TASK DIRECTIONS:
Taking the entries below, transcribe only the lines starting with the one with "Transcribe the names" and going on through the one with "Describe this image", exactly as written, without the pictures.

PROVIDED RECORDS:
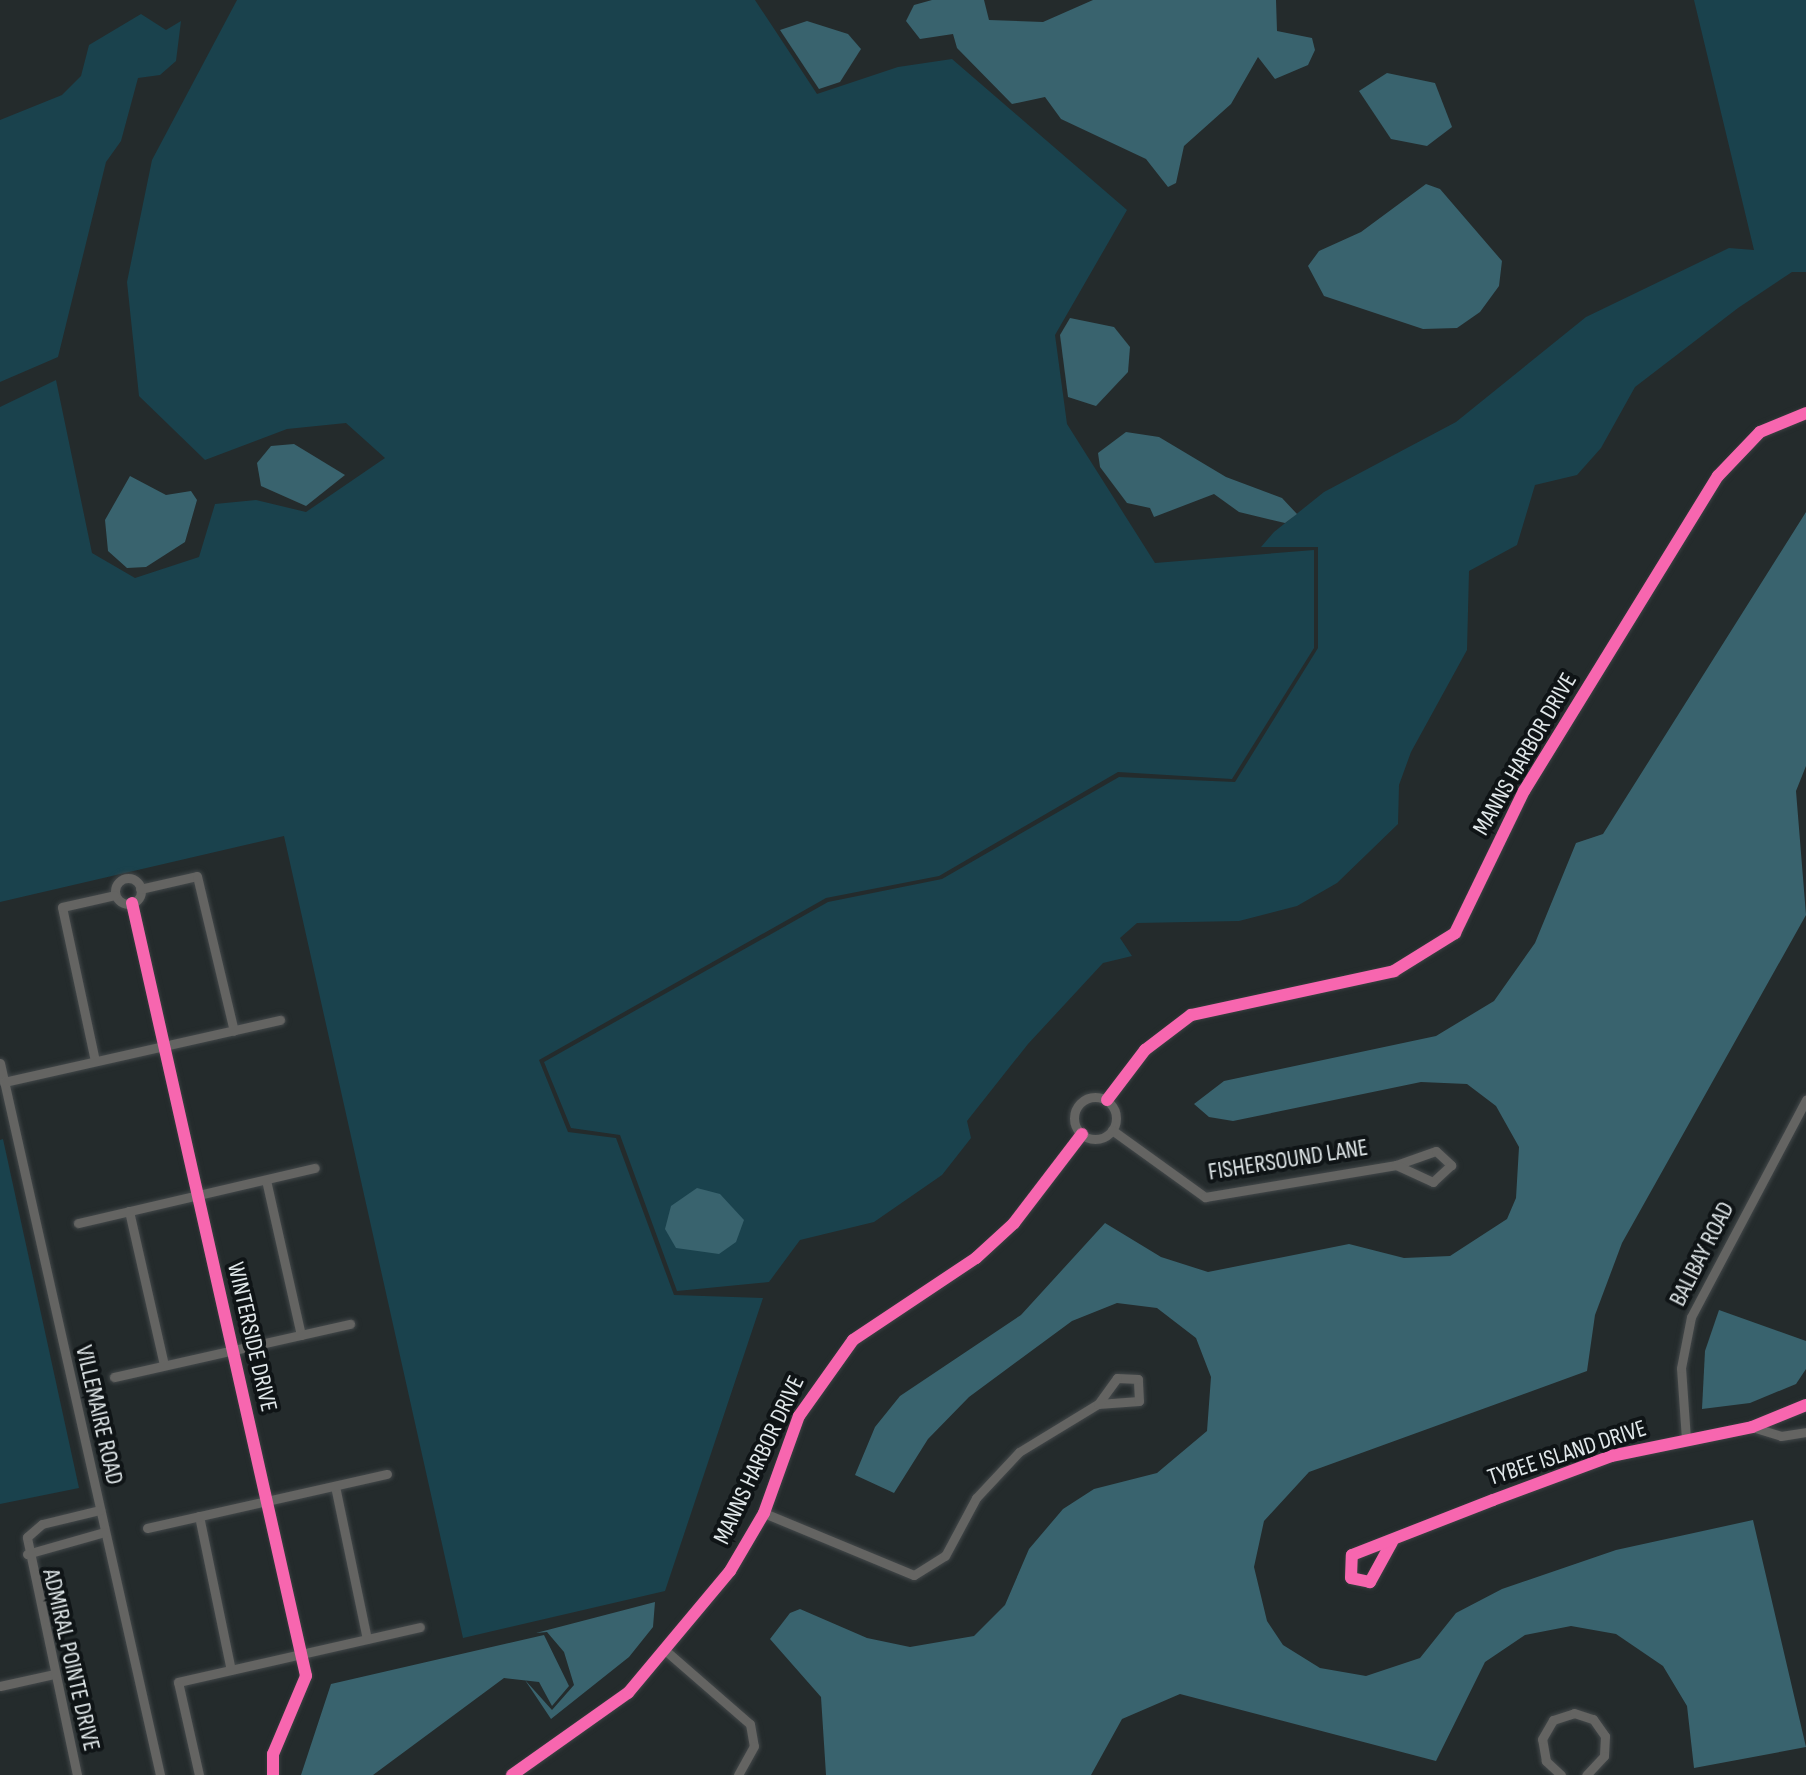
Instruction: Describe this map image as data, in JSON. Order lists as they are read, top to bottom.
---
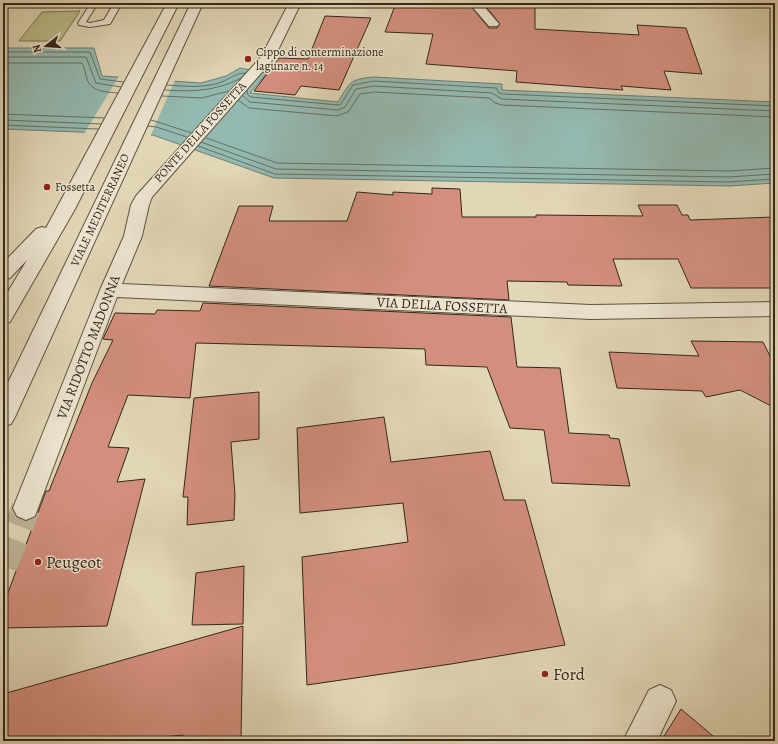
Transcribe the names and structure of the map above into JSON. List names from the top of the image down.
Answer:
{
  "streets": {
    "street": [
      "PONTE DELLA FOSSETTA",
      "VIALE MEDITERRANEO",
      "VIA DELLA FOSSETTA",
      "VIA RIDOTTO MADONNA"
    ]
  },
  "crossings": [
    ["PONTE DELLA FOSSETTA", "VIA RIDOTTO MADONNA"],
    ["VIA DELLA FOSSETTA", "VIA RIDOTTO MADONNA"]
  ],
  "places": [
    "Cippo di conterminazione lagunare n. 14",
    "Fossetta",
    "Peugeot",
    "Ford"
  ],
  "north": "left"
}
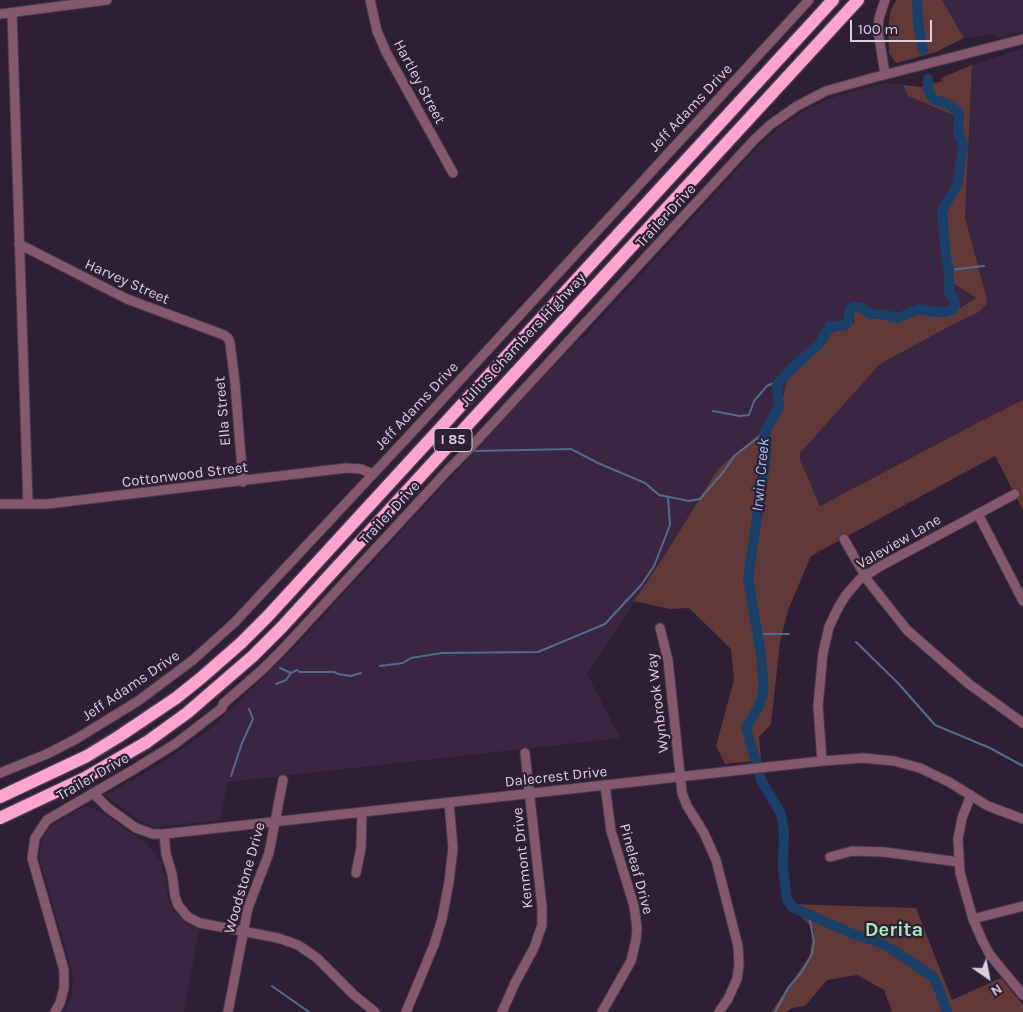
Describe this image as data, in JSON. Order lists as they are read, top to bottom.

FINAL ANSWER:
Transcribe the names and structure of the map above into JSON. List names from the top of the image down.
Answer:
{
  "streets": {
    "street": [
      "PONTE DELLA FOSSETTA",
      "VIALE MEDITERRANEO",
      "VIA DELLA FOSSETTA",
      "VIA RIDOTTO MADONNA"
    ]
  },
  "crossings": [
    ["PONTE DELLA FOSSETTA", "VIA RIDOTTO MADONNA"],
    ["VIA DELLA FOSSETTA", "VIA RIDOTTO MADONNA"]
  ],
  "places": [
    "Cippo di conterminazione lagunare n. 14",
    "Fossetta",
    "Peugeot",
    "Ford"
  ],
  "north": "left"
}
Describe this image as data, in JSON. Order lists as they are read, top to bottom.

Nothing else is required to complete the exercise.